Doch das greift zu kurz. Denn Luther war kein Ökonom, vielleicht noch nicht einmal ein Theologe (oder Philosoph) im modernen Sinne. Er war „Seel-Sorger“. Die Sorge um das Seelenheil – oder anders die Befreiung von existenziell bedrohlicher Angst in einer apokalyptisch aufgeladenen Zeit: Das ist sein Thema, und von daher bildet er seine Gedankengebäude zu „Gott und der Welt“ aus. An erster Stelle: die „Rechtfertigung allein aus Glauben (an Jesus Christus)“ und eben nicht durch „Werke“, wie es eine falsche katholische Moraltheologie will.
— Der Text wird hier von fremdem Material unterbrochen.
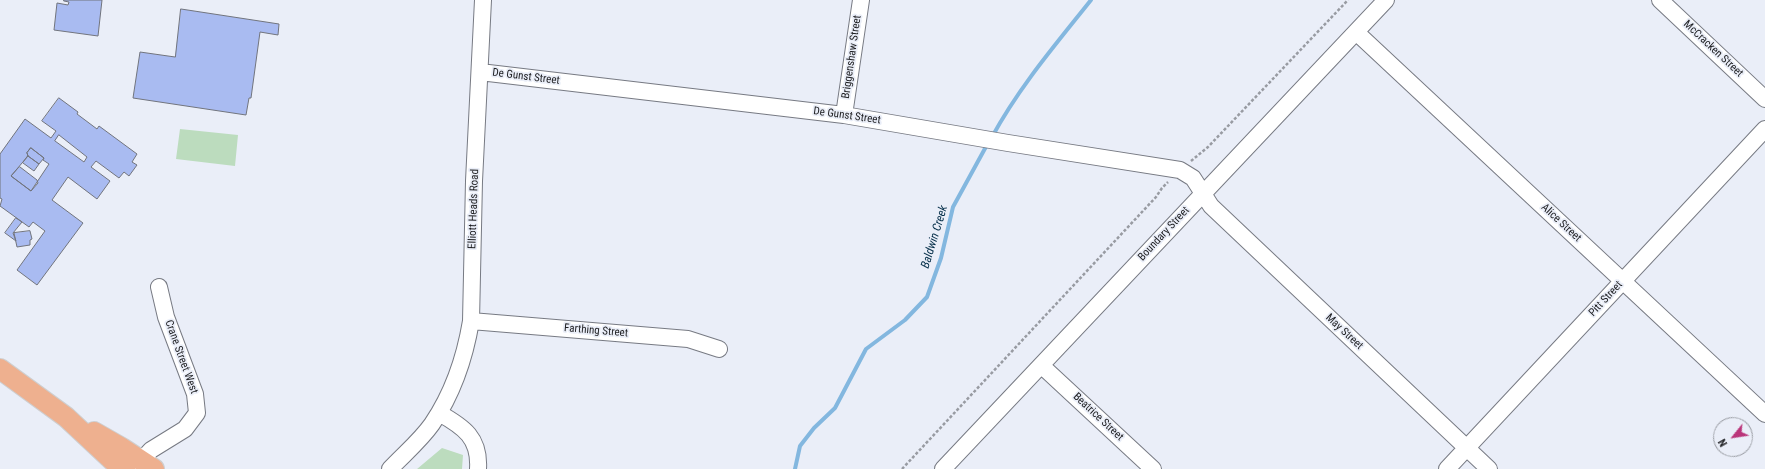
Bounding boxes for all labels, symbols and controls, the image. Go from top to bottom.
street label: Briggenshaw Street [840,14,864,100]
street label: McCracken Street [1680,18,1746,80]
street label: De Gunst Street [492,66,560,88]
street label: De Gunst Street [813,105,881,127]
street label: Elliott Heads Road [466,169,482,249]
street label: Alice Street [1538,201,1584,245]
water label: Baldwin Creek [919,204,951,270]
street label: Boundary Street [1136,204,1192,264]
street label: Pitt Street [1586,279,1626,319]
street label: May Street [1323,311,1365,353]
street label: Crane Street West [162,318,200,396]
street label: Farthing Street [563,322,629,340]
street label: Beatrice Street [1070,390,1126,444]
north arrow [1713,417,1753,457]
text: N [1716,437,1730,449]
Auch Luthers berühmte Definition der „Freiheit eines Christenmenschen“ ist so zu verstehen: „Ein Christenmensch ist ein freier Herr über alle Dinge und niemandem untertan. Ein Christenmensch ist ein dienstbarer Knecht aller Dinge und jedermann untertan.“ Der Mensch ist – in Luthers Diktion – durch Gott befreit, und deshalb kann er angstfrei und zugleich dienstbar „gute Werke“ in der Welt tun.
Das sind natürlich seltsame Gedanken, und erst recht steckt dahinter keine ausgefeilte Geldtheorie. Vermutlich haben sie deshalb keinen Platz in diesem WiWo-Artikel. Umso interessanter ist es, dass sie – getarnt und gut versteckt – an anderer Stelle in der WirtschaftsWoche auftauchen: in der gleichen Ausgabe auf einer ganzseitigen Anzeige des WiWo-Verlags. Die wirbt für den spirituell eingefärbten „Retreat: Mindful leadership in the digital age“ mit einem echten „Zen-Meister“.
Wenn der aber seine Berufung ernst nimmt und sich nicht nur als Antistress-Trainer versteht, dürften die Teilnehmer vielleicht auch dort etwas von der Lutherschen Dialektik von innerer und äußerer Freiheit, von Beschenkt werden und Selbstwirksamkeit oder von achtsamem Loslassen und beherzter Welteroberung spüren – auch wenn die Begriffe dafür andere sein mögen.